§ Given information:
━━━━━━━━━━━━━━━━━━━━
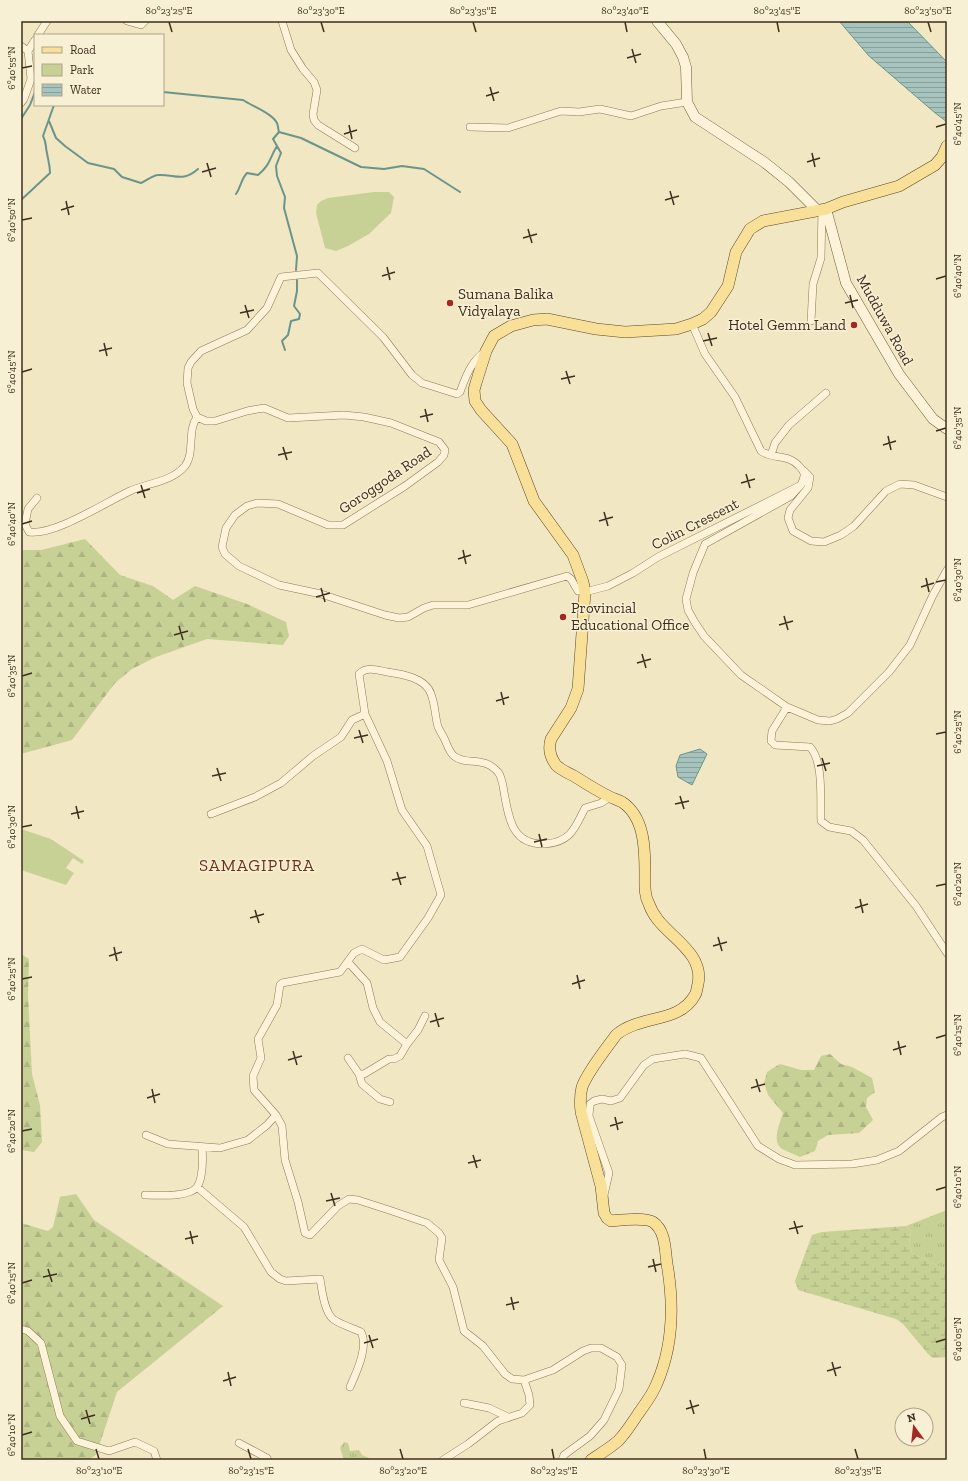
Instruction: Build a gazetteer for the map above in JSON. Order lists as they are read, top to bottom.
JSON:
{
  "streets": {
    "street": ["Mudduwa Road", "Goroggoda Road", "Colin Crescent"]
  },
  "crossings": [
    ["Goroggoda Road", "Colin Crescent"]
  ],
  "districts": ["SAMAGIPURA"],
  "places": ["Sumana Balika Vidyalaya", "Hotel Gemm Land", "Provincial Educational Office"],
  "legend": ["Road", "Park", "Water"],
  "north": "top",
  "coordinates": [
    "80°23'25\"E",
    "80°23'30\"E",
    "80°23'35\"E",
    "80°23'40\"E",
    "80°23'45\"E",
    "80°23'50\"E",
    "6°40'55\"N",
    "6°40'45\"N",
    "6°40'50\"N",
    "6°40'40\"N",
    "6°40'35\"N",
    "6°40'30\"N",
    "6°40'25\"N",
    "6°40'20\"N",
    "6°40'15\"N",
    "6°40'10\"N",
    "6°40'05\"N",
    "80°23'10\"E",
    "80°23'15\"E",
    "80°23'20\"E"
  ]
}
━━━━━━━━━━━━━━━━━━━━
§ Task brief: Copy out the lines above in full and unaltered, apart from the pictures.

§ Your solution:
Instruction: Build a gazetteer for the map above in JSON. Order lists as they are read, top to bottom.
JSON:
{
  "streets": {
    "street": ["Mudduwa Road", "Goroggoda Road", "Colin Crescent"]
  },
  "crossings": [
    ["Goroggoda Road", "Colin Crescent"]
  ],
  "districts": ["SAMAGIPURA"],
  "places": ["Sumana Balika Vidyalaya", "Hotel Gemm Land", "Provincial Educational Office"],
  "legend": ["Road", "Park", "Water"],
  "north": "top",
  "coordinates": [
    "80°23'25\"E",
    "80°23'30\"E",
    "80°23'35\"E",
    "80°23'40\"E",
    "80°23'45\"E",
    "80°23'50\"E",
    "6°40'55\"N",
    "6°40'45\"N",
    "6°40'50\"N",
    "6°40'40\"N",
    "6°40'35\"N",
    "6°40'30\"N",
    "6°40'25\"N",
    "6°40'20\"N",
    "6°40'15\"N",
    "6°40'10\"N",
    "6°40'05\"N",
    "80°23'10\"E",
    "80°23'15\"E",
    "80°23'20\"E"
  ]
}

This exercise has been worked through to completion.